Is there any samples you are looking for? I have some tantalum.

Jim


----------



## goldenchild (Jul 12, 2011)

I actually don't collect elements but purchased these metals in order to make colored gold alloys. I have abandoned that project for the time being. Just saw this post and figured I would offer. The cadmium I have is a small rod that I bought from the UK. It's late and these metals are in my "lab" so I will take pics tomorrow and post.


----------



## HAuCl4 (Jul 13, 2011)

Nice spread Cody!. Did you know that copper and gold are the only metals that aren't grey?. I believe that's accurate, but I'm sure that someone will correct me in that case. Any metal collection needs copper in there!. IMHO. 8) :shock: 8)


----------



## Cody Reeder (Jul 13, 2011)

the only non radioactive element that I dont have a sample of is thallium, if any one has a sample of it I wold gladly purchase a gram or two. and if anyone needs a sample of something I could probably hook you up, I have a few of the radioactive ones as well  



HAuCl4 said:


> Nice spread Cody!. Did you know that copper and gold are the only metals that aren't grey?. I believe that's accurate, but I'm sure that someone will correct me in that case. Any metal collection needs copper in there!. IMHO. 8) :shock: 8)



from what I have seen caesium and osmium are also not grey (when pure).


----------



## Lou (Jul 24, 2011)

Cesium is a faint gold when pure. When it is impure, it is more like liquid gold.


Easily prepared if one has CsCl and Ca turnings. 

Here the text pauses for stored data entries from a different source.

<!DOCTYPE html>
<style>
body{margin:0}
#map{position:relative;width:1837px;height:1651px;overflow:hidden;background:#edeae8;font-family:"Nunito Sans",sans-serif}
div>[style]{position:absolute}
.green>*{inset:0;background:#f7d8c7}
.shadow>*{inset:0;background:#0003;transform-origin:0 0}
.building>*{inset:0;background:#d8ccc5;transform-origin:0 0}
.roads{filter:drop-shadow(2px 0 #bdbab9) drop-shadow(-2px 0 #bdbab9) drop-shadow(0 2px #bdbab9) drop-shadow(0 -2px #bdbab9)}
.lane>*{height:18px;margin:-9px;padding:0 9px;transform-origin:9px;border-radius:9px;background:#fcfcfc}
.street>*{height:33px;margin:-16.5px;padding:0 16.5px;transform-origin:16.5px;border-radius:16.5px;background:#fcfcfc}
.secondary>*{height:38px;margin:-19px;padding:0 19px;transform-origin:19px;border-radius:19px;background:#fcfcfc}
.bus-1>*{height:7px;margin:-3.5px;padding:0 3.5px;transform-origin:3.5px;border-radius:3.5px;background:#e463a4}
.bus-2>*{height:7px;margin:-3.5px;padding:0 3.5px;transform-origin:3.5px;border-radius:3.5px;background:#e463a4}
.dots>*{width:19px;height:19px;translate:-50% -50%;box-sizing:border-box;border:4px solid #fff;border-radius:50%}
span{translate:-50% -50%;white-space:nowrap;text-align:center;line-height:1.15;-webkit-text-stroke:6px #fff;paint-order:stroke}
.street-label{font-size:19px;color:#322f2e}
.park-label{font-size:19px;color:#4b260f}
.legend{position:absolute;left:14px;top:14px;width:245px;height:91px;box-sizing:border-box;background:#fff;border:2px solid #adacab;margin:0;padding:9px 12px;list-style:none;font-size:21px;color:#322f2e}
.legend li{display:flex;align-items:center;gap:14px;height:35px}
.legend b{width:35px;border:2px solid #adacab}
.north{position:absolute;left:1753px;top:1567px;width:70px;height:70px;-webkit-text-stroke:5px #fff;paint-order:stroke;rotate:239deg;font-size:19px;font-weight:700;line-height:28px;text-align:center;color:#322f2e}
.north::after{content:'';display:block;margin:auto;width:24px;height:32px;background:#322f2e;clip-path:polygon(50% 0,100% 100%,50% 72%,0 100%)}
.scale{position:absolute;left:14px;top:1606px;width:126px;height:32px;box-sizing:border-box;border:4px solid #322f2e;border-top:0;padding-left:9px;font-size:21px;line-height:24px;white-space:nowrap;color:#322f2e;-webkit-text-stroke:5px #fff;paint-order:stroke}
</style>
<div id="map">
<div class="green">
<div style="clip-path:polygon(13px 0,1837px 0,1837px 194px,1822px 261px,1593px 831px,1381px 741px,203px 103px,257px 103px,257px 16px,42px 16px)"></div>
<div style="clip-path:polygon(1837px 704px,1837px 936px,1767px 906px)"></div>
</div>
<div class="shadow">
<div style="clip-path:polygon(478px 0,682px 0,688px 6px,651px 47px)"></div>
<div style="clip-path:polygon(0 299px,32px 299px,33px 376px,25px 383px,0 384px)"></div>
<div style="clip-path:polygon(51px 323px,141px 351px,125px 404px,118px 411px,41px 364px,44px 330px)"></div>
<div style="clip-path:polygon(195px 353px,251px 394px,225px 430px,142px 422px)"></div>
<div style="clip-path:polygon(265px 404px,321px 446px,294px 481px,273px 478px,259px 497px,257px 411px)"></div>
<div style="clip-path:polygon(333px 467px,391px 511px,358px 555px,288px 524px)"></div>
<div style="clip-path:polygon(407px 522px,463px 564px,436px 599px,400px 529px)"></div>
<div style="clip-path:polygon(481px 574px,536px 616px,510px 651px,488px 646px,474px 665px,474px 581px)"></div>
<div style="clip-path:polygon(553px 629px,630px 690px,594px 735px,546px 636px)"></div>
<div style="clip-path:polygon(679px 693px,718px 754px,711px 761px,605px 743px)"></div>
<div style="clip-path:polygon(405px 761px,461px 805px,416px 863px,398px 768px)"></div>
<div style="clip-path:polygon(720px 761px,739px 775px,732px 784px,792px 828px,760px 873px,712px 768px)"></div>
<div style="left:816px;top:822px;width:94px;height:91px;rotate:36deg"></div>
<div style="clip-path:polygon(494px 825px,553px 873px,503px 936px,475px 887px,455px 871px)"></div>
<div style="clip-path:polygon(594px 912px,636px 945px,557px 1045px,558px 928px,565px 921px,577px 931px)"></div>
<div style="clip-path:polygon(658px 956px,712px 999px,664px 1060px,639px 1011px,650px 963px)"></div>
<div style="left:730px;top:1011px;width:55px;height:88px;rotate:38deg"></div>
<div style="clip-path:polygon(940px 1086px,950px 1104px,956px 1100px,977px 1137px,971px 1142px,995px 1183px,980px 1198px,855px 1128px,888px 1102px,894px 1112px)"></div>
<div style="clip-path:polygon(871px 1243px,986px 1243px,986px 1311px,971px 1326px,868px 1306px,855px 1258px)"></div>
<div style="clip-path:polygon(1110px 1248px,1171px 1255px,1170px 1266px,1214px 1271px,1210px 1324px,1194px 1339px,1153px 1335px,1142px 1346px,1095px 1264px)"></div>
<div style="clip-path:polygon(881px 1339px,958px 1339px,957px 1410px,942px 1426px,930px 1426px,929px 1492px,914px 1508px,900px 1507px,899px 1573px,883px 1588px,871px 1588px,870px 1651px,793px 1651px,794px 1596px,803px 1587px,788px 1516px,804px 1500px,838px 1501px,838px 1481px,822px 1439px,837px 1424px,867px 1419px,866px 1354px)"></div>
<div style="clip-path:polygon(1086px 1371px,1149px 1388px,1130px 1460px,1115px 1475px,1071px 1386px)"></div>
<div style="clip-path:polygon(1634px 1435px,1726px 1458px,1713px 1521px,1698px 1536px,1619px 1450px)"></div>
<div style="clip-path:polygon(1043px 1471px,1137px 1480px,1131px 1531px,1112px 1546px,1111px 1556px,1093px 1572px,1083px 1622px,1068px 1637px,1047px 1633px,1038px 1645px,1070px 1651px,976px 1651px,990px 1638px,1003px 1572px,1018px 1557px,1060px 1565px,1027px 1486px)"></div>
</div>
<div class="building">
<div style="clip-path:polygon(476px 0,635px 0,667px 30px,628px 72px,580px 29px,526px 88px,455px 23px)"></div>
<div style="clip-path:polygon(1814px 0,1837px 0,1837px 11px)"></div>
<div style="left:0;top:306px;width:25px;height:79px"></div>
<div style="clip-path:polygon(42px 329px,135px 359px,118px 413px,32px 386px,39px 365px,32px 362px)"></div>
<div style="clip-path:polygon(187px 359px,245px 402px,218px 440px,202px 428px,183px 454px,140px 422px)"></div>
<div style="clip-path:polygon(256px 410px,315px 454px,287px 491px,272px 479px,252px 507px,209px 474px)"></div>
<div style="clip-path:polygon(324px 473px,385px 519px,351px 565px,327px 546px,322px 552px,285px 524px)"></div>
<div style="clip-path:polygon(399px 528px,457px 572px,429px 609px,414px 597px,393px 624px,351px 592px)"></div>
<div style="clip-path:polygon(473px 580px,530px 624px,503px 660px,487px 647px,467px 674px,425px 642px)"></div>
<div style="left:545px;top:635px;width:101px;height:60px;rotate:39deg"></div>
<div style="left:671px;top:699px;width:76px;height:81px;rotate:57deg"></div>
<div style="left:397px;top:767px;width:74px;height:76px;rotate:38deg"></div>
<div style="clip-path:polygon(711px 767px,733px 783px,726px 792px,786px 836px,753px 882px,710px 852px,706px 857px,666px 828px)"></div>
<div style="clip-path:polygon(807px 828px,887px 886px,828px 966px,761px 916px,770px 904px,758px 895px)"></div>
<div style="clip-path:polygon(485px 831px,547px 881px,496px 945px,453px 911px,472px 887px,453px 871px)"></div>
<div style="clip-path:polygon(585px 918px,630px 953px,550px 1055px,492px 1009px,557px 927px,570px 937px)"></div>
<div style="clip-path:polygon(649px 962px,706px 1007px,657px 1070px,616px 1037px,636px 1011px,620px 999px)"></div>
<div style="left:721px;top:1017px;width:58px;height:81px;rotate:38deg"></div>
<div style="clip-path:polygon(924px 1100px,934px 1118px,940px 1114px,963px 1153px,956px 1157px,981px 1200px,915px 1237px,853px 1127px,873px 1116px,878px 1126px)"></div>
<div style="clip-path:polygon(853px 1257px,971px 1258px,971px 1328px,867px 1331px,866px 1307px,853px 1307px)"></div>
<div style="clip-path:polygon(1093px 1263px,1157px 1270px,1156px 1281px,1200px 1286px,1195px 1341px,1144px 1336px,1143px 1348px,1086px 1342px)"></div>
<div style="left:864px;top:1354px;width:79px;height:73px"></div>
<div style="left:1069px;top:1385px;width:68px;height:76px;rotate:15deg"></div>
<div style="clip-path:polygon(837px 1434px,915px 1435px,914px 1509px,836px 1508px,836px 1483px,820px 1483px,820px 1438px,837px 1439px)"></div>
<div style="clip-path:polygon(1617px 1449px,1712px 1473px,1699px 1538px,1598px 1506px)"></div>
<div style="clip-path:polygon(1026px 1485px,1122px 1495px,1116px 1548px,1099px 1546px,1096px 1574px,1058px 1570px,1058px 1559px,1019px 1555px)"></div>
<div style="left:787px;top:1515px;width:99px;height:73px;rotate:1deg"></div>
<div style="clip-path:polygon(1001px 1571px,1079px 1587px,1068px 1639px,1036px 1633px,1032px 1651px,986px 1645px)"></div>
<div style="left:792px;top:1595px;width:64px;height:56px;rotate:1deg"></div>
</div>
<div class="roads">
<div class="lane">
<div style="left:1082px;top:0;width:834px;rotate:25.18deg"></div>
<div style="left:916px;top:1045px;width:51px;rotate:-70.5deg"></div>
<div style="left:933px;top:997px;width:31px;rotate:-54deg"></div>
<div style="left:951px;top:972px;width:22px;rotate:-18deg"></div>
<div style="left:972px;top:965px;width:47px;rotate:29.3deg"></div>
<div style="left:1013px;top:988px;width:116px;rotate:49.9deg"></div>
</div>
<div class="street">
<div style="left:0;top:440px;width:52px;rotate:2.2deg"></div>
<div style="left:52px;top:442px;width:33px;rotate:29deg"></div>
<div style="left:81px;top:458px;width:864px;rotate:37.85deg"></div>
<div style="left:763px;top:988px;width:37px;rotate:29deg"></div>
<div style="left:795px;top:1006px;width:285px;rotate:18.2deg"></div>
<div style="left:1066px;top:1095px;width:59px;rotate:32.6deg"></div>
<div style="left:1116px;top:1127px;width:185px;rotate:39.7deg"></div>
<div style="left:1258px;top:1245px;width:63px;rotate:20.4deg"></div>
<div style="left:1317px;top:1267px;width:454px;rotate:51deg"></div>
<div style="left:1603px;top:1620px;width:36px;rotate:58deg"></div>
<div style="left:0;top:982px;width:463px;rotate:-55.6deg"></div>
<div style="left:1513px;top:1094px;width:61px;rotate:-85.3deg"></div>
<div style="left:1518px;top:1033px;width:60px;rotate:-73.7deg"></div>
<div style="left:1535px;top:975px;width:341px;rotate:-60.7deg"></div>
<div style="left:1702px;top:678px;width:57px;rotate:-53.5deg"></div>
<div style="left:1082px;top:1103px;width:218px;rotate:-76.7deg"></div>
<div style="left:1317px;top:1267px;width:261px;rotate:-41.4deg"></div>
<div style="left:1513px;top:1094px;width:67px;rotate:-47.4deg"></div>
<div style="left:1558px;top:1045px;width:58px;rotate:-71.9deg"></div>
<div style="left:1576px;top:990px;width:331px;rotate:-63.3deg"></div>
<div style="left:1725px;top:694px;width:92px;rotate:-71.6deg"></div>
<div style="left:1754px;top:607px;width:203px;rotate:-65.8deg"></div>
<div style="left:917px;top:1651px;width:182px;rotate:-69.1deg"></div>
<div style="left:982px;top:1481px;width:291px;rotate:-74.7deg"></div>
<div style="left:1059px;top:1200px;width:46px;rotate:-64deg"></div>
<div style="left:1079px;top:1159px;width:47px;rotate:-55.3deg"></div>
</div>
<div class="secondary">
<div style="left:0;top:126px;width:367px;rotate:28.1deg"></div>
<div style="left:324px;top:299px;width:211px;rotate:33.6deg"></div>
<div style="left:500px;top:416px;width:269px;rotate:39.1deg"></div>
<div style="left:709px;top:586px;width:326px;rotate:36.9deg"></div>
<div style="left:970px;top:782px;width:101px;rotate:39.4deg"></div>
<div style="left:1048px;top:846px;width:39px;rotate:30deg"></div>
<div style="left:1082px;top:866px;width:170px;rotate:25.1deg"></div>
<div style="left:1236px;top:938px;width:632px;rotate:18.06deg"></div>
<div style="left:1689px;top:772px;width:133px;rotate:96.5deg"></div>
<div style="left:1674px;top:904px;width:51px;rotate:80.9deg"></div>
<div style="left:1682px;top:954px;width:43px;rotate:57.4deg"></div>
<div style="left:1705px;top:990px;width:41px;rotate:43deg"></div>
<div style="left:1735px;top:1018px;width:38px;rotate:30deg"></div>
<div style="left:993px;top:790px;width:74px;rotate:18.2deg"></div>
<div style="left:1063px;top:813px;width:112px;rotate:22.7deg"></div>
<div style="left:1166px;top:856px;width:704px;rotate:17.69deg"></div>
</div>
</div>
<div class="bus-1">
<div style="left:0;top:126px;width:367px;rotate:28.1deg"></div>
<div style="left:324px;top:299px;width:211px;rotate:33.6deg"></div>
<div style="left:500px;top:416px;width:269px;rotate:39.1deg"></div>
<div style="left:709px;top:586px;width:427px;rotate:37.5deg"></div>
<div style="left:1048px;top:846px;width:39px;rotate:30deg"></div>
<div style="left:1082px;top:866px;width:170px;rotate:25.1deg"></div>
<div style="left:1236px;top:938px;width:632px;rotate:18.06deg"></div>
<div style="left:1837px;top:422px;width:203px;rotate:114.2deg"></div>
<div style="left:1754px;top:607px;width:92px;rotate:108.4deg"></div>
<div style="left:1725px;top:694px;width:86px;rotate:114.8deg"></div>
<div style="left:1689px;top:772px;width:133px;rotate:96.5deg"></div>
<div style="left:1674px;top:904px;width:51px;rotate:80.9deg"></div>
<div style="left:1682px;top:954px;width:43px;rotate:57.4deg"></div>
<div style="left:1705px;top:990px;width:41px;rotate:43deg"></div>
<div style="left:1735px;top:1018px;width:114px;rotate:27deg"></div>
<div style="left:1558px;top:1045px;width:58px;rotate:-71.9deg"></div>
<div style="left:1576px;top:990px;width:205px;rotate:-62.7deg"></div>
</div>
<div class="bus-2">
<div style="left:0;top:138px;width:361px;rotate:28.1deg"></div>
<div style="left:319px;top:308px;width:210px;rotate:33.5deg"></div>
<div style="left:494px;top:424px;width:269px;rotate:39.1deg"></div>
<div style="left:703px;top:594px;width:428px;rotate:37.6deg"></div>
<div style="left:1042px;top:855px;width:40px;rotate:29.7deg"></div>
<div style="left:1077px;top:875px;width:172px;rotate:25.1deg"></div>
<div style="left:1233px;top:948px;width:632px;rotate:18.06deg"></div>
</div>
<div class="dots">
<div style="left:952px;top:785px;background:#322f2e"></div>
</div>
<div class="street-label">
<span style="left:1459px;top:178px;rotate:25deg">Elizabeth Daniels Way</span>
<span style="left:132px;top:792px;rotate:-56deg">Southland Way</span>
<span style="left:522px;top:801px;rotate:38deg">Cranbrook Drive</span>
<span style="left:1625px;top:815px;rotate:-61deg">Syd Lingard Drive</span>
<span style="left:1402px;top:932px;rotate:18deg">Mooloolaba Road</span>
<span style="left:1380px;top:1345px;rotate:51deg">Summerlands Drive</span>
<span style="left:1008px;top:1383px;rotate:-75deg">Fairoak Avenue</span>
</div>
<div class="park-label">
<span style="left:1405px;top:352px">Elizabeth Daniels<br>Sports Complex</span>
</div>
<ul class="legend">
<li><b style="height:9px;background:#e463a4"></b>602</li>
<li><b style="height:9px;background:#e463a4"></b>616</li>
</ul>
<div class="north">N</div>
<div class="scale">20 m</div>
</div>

When/if I get some free time, I'm building a small arc furnace to fuse some refractory metals as a hobby endeavor.


----------



## Cody Reeder (Aug 8, 2011)

Lou said:


> Cesium is a faint gold when pure. When it is impure, it is more like liquid gold.
> 
> 
> Easily prepared if one has CsCl and Ca turnings.
> ...



how would one go about that process of making cesium? I have tried something like that befor, I put some calcium filings and cesium cloride inside spent a rifle casing and heated it with a blow torch. then I droped it into water, it produced a more vigorous reaction than calcium alown but it was far from spactacular and I never got to see any of the caesium. I was thinking of trying something similar except bigger and under an inert atmosphere so it didnt just burn away.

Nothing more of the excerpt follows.